── INPUT RECORDS

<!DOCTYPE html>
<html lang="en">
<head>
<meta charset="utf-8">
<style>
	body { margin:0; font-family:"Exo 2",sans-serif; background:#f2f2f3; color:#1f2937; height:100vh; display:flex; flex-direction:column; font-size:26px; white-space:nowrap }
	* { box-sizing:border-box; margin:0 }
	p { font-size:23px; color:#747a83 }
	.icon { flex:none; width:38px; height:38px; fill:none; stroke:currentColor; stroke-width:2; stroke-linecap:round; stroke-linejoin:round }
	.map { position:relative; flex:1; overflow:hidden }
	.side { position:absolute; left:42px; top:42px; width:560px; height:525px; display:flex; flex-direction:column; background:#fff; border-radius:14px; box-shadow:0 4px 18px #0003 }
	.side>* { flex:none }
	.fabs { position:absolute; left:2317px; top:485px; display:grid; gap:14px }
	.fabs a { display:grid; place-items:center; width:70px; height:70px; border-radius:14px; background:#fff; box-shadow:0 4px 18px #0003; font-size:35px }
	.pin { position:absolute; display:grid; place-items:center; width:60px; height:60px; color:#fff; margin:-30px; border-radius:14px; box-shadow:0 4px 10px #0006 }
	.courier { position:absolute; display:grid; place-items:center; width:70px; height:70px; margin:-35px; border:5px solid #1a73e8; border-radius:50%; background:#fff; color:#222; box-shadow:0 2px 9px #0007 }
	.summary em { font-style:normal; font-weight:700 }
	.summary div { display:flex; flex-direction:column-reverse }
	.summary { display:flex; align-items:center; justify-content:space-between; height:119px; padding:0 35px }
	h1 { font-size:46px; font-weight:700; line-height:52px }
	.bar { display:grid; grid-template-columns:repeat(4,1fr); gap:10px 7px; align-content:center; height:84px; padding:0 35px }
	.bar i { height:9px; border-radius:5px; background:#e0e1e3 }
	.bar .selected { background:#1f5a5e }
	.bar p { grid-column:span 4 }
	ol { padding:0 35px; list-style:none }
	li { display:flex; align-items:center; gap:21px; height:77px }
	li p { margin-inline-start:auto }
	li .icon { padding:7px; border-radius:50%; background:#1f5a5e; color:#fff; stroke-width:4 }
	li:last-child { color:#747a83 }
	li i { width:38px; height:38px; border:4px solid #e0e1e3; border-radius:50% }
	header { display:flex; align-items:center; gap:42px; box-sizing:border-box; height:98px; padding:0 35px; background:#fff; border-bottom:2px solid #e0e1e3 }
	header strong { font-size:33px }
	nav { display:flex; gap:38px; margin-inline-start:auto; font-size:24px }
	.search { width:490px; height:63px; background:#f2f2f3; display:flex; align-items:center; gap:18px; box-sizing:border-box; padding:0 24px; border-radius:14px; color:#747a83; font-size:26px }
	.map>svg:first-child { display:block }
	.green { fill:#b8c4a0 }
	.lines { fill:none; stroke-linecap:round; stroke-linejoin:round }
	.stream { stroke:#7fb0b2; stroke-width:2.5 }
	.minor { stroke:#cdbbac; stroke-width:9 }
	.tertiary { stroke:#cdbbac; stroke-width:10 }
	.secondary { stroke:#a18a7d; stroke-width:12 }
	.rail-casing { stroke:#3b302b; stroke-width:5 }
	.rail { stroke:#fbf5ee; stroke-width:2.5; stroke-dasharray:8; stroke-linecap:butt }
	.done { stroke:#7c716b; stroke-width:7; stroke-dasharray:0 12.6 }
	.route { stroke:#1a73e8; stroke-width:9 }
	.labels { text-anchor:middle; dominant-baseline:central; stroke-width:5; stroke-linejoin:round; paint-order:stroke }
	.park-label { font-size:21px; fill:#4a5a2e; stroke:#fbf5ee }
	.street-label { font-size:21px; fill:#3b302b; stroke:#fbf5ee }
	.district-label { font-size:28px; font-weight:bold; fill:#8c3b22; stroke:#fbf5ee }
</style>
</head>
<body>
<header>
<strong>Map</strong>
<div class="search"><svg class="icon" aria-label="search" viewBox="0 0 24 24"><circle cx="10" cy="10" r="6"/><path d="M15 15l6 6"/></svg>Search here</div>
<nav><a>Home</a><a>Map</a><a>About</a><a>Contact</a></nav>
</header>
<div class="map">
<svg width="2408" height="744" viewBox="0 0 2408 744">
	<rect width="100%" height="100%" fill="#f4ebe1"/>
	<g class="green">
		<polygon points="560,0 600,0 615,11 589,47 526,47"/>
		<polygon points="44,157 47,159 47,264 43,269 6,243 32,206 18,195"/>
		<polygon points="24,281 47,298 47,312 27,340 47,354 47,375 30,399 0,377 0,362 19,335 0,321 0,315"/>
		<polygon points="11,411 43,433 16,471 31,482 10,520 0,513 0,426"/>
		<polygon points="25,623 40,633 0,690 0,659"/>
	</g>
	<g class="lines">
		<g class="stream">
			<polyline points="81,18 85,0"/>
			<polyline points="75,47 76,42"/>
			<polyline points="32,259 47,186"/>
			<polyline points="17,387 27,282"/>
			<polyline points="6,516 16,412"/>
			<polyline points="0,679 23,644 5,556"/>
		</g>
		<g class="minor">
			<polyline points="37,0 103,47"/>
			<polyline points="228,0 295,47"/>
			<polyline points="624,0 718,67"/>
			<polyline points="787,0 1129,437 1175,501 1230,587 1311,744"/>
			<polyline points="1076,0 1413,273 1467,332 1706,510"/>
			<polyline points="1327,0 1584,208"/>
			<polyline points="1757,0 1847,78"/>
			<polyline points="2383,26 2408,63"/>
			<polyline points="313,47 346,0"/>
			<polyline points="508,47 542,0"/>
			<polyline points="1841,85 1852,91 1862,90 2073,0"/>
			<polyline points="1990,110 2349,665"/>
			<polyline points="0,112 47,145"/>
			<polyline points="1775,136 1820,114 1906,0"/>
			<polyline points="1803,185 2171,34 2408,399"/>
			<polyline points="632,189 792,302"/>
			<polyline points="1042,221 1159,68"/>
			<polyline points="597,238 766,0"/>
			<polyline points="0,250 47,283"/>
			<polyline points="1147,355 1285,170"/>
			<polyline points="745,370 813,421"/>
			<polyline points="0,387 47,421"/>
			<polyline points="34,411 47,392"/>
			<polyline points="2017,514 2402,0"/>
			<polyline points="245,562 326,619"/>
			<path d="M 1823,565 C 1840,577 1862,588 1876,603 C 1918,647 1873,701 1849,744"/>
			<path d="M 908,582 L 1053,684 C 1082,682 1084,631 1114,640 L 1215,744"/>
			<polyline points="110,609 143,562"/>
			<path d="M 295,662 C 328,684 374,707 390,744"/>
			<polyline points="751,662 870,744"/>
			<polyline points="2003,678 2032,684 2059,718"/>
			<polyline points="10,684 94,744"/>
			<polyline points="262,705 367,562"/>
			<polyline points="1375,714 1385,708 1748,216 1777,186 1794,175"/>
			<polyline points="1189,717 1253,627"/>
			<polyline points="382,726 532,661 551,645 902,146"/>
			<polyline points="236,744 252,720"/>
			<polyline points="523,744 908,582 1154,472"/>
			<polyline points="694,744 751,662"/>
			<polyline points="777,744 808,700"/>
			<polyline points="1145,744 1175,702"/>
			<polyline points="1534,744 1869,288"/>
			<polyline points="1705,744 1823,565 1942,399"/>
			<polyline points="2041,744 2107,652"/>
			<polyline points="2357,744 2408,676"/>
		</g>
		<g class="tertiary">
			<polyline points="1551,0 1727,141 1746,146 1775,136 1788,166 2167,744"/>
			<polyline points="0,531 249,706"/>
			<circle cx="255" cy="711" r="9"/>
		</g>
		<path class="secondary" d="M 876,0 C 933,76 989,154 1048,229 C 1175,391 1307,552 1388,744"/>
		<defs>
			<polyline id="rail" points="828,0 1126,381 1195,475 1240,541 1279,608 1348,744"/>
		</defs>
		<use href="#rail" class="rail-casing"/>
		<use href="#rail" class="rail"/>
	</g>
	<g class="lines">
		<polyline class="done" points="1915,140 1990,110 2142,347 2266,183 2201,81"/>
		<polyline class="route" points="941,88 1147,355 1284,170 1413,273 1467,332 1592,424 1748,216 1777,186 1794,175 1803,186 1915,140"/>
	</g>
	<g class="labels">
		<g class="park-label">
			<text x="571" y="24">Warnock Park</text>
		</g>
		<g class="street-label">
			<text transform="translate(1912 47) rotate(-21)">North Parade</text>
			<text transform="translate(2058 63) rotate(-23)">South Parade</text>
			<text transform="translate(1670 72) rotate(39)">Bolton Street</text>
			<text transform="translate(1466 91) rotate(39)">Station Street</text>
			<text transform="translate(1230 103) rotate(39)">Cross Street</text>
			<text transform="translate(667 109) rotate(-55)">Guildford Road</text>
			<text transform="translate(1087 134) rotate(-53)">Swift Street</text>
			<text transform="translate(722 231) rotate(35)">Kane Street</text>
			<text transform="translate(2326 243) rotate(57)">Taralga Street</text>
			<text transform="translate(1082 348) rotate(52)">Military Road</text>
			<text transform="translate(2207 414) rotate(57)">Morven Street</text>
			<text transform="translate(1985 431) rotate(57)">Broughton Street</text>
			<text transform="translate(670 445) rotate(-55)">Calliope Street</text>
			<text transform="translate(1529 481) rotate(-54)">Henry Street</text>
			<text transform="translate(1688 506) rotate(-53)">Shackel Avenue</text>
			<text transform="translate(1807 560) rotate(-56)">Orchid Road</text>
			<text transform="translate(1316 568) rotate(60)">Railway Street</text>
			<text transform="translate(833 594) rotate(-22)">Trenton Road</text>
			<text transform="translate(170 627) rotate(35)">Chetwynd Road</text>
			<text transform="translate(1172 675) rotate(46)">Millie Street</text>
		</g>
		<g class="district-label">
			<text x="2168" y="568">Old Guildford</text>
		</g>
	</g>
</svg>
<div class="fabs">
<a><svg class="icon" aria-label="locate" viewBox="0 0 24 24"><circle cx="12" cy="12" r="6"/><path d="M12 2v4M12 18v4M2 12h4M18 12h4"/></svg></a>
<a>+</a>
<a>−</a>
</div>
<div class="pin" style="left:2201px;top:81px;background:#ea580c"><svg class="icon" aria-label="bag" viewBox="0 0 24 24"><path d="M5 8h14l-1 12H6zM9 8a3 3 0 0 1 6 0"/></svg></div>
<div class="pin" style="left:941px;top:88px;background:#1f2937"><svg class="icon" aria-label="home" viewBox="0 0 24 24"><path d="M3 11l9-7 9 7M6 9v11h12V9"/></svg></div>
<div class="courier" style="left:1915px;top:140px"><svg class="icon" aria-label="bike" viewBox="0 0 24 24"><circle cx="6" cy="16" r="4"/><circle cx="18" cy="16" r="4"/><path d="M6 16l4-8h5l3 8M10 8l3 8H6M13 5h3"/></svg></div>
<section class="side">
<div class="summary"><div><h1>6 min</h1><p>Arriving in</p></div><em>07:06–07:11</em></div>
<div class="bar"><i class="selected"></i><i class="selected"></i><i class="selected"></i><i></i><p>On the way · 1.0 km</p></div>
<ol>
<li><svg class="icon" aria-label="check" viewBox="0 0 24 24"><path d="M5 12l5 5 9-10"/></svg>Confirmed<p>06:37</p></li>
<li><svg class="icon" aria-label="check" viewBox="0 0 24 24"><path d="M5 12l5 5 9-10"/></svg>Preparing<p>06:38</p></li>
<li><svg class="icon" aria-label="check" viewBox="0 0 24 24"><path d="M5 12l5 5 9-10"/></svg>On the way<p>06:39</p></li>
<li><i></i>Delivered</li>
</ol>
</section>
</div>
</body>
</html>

────

## PROBLEM TO SOLVE
Copy out the lines of the records above in which the string "done" appears.

## YOUR RESPONSE
	.done { stroke:#7c716b; stroke-width:7; stroke-dasharray:0 12.6 }
		<polyline class="done" points="1915,140 1990,110 2142,347 2266,183 2201,81"/>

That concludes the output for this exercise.